Foto: Arquivo Pessoal
Natália Alves
31/05/22 16:30

A servidora pública Jhully Carla de Souza, 26 anos, foi vítima de transfobia nesta segunda-feira (30), em uma academia exclusivamente para mulheres, no bairro Pirajá, em Juazeiro do Norte. De acordo com Jhully, o gerente do local se recusou a aceitar sua matrícula, tendo ainda questionado qual o órgão sexual dela.

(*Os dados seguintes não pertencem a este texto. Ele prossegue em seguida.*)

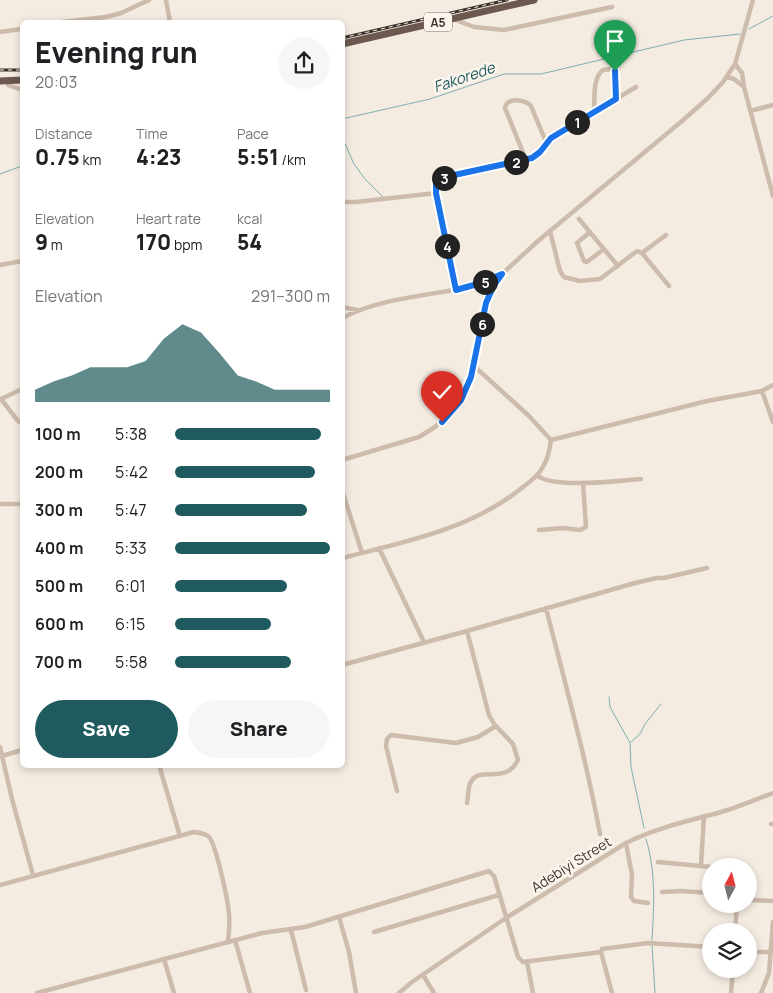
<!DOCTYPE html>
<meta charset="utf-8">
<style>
:root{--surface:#fff;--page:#f6f6f6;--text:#202124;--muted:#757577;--accent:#1f5a5e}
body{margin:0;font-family:Manrope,sans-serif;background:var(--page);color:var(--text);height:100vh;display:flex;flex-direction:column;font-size:19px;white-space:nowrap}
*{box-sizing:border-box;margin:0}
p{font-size:16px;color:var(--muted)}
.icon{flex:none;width:28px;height:28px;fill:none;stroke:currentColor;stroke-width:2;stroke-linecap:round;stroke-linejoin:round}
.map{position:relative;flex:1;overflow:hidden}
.drawer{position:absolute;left:20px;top:20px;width:325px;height:748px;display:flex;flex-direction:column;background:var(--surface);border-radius:8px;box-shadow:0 2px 8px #0003}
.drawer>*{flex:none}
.needle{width:32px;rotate:7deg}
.fabs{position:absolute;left:702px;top:858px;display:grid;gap:10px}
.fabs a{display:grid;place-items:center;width:55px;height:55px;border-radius:50%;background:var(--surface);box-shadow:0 2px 8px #0003;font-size:25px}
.pin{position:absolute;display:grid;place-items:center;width:42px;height:42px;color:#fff;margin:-51px -21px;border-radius:50% 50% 50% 0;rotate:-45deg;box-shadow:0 0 5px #0007}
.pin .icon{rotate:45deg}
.km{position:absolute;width:25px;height:25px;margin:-12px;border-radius:50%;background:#222;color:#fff;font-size:14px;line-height:25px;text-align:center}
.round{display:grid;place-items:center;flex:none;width:52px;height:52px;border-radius:26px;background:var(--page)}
.headline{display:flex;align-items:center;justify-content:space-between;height:85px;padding:0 15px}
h1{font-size:28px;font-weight:800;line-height:38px}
.figures{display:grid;grid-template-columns:repeat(3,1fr);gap:8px;height:85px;padding:5px 15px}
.figures div{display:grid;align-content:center}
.figures b{font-size:21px;font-weight:800}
.figures small{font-size:14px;font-weight:400}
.figures p{font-size:14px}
.chart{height:140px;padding:10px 15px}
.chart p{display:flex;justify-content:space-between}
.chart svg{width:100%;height:90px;margin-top:5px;fill:var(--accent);opacity:.7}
.button{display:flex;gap:10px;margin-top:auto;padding:10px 15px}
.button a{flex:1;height:58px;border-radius:30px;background:var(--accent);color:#fff;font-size:20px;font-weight:800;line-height:58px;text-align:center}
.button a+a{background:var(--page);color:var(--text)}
ul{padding:0 15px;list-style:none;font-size:16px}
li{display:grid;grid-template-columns:80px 60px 1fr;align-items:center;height:38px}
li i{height:12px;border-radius:6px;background:var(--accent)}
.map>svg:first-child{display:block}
</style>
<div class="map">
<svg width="773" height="993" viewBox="0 0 773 993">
<rect width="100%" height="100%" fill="#f4ebe1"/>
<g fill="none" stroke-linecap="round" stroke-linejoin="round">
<!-- stream -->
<path stroke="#7fb0b2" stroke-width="1" d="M 749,29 L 773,16
M 342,119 L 430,99 L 504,74 L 541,74 L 684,40 L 740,34
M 342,137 L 354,164 L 365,179 L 383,197
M 0,174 L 22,166
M 609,697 L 610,707 L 630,743 L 631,767 L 644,828
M 631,742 L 640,734 L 645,724 L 661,704
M 646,839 C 656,871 654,907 652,940
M 652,945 L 655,993"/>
<!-- minor -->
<path stroke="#cdbbac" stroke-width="4.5" d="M 166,0 L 170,22
M 453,19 L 474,27 L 504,30 L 612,7
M 62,22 L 106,17 L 121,13 L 149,0
M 0,32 L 22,29
M 735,64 L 742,73 L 744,87 L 773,196
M 727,77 L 734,79 L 744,87
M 7,81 L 8,85 L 22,90
M 750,111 L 773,105
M 594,112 C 595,100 592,78 603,70 L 612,69 L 615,71 L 616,99
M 526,160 L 505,108 C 507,97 524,99 531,106 L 546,142
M 342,202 L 356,202 L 436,193
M 579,219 L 618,266
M 550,231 L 560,271 L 564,277 L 580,281 L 600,279 L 637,251 L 642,253 L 669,286
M 590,232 L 577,243 L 584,261 L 587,262 L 604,249
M 642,253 L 666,235
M 0,265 L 22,261
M 456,290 L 436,193 L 435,185 L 438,180 L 532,157 L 540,152 L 551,138 L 636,87
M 342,307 L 358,310
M 342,318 C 380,298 427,296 469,287 L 481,283 L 501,274
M 22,389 L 1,399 L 18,421 L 22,423
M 762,391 L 773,422
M 551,440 L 707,401 L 762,391 L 773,385
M 342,460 L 419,437 L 435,427 L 454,409 L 461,400 L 471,377 L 487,303 L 494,285 L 502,274 L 538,241 L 682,121 L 708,98 L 723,82 L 735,64 L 753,0
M 537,475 C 550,489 621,481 641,479
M 342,490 L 362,553
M 0,504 L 22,504
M 539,530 L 563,528 L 580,530 L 586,527 L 583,483
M 379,548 L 424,642
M 342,558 C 405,542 472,529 523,487 C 531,481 539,475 544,465 C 548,458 550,448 551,440 L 528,415 L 474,366
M 546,608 C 565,683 586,758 600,834
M 467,631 L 489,715 L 494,724 L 513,744 L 518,760 C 504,788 475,761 469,787 C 468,792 468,798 467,803
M 342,665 L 467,631 L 635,583 L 657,578 L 664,578 L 707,568
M 0,747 L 12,799 L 33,875
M 2,756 L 22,750
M 159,765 L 180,836
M 397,791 L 386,746 L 387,739 L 391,735 L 456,743 L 478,737 L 496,726
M 771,824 L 773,824
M 626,843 L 632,875 L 631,897 L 634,901 L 648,903
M 658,862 L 711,867
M 701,865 L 704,816
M 0,885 L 194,832 C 199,833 205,833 209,837 C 216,844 228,901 229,914 C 230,923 229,932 228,941
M 662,892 L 681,891 L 711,893
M 749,900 L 773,901
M 339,917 L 349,952 L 356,993
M 291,930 L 306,990
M 735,931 L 737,904
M 374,932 L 499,895
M 235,940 L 250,993
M 601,952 L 612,993
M 749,952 L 770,952
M 164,959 L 174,993
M 527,962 L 533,993
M 423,975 L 434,993
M 37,993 L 262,933 L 305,927 L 489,871 L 494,876 L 518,957 L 523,962 L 601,952 L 602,949 L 648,943 L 711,947
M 399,993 L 412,982 L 506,918 L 626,843 C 654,829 683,822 714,814 C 734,809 754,800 773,793
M 731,993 L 733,969
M 761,993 L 769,973 L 773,922"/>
<!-- trunk -->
<path stroke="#6c584f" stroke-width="7" d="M 342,44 L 534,0
M 0,81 L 22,80"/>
<!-- rail casing -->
<g stroke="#3b302b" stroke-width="3">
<path id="rail" d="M 342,38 L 507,0
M 0,70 L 22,70"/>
</g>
<!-- rail -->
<use href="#rail" stroke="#fbf5ee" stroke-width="1" stroke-dasharray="4" stroke-linecap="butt"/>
</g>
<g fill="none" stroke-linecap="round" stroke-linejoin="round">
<!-- route casing -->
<g stroke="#fff" stroke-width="10">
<path id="route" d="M 442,422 L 461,400 L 471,377 L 486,303 L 494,285 L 502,274 L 481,283 L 456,290 L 436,193 L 436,182 L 445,177 L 532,158 L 540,152 L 551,138 L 616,99 L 615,71"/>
</g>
<!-- route -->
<use href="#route" stroke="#1a73e8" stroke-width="6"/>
</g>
<g text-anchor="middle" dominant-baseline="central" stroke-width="5" stroke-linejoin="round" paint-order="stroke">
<!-- shield labels -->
<rect fill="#fbf5ee" stroke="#756b66" stroke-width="1" x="424" y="12.5" width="28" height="19" rx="4"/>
<g font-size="12" font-weight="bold" fill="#3b302b">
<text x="438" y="22">A5</text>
</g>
<!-- street labels -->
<g font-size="14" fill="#3b302b" stroke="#fbf5ee">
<text transform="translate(571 864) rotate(-32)">Adebiyi Street</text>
</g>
<!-- water labels -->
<g font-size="15" font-style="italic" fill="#1f5a5e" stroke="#fbf5ee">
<text transform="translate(464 77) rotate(-19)">Fakorede</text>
</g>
</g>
</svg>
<div class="fabs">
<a><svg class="needle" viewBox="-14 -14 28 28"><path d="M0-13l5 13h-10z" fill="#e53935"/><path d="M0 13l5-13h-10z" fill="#757577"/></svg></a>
<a><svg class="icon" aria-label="layers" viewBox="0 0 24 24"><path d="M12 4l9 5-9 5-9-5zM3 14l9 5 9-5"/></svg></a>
</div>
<div class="pin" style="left:615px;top:71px;background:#1e9e55"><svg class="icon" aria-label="arrive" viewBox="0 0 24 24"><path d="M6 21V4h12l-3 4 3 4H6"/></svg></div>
<div class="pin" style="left:442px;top:422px;background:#d93025"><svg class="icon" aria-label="check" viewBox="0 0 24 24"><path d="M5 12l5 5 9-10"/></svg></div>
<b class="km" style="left:577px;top:122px">1</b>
<b class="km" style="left:516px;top:162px">2</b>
<b class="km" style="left:444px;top:178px">3</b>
<b class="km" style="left:447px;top:246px">4</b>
<b class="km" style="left:485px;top:282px">5</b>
<b class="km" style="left:482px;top:324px">6</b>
<section class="drawer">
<div class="headline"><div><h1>Evening run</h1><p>20:03</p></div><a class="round"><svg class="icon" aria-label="share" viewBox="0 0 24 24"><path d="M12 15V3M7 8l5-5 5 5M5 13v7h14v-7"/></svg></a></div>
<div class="figures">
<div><p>Distance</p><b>0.75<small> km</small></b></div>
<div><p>Time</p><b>4:23</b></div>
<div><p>Pace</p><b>5:51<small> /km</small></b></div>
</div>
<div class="figures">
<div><p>Elevation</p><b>9<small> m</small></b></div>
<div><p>Heart rate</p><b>170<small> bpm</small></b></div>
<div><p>kcal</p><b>54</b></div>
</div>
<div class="chart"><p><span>Elevation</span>291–300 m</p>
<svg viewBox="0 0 160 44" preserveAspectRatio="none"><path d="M0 44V38L10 34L20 31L30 27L40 27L50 27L60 24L70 13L80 6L90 10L100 20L110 31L120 34L130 38L140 38L150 38L160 38V44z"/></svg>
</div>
<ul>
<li><b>100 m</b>5:38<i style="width:94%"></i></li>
<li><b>200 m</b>5:42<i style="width:90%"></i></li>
<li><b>300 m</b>5:47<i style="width:85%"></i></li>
<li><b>400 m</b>5:33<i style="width:100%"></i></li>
<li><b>500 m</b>6:01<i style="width:72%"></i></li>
<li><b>600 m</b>6:15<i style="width:62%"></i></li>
<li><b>700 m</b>5:58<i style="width:75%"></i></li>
</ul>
<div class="button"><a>Save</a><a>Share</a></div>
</section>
</div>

Um boletim de ocorrência foi registrado para investigar o caso.

Segundo Jhully, a busca pela academia se deu devido a recomendação de uma amiga, além da proximidade em relação a sua casa. O acesso à academia foi negado, mesmo a servidora pública portando documentos retificados há um ano. Ela conta que não é a primeira vez que o estabelecimento é alvo de denúncias de crime de transfobia, e que outra mulher trans já sofreu abuso por parte do local.

O advogado do estabelecimento se pronunciou, alegando que “tudo foi um mal-entendido”, e que a academia "repudia veementemente toda e qualquer violência transfóbica''. 

Em 2019, o Supremo Tribunal Federal deliberou que transfobia é crime enquadrado no artigo 20 da Lei do Racismo (7.716/1989), estando sujeito à punição de um a três anos de prisão, podendo chegar a cinco em casos mais graves. O crime é inafiançável e imprescritível.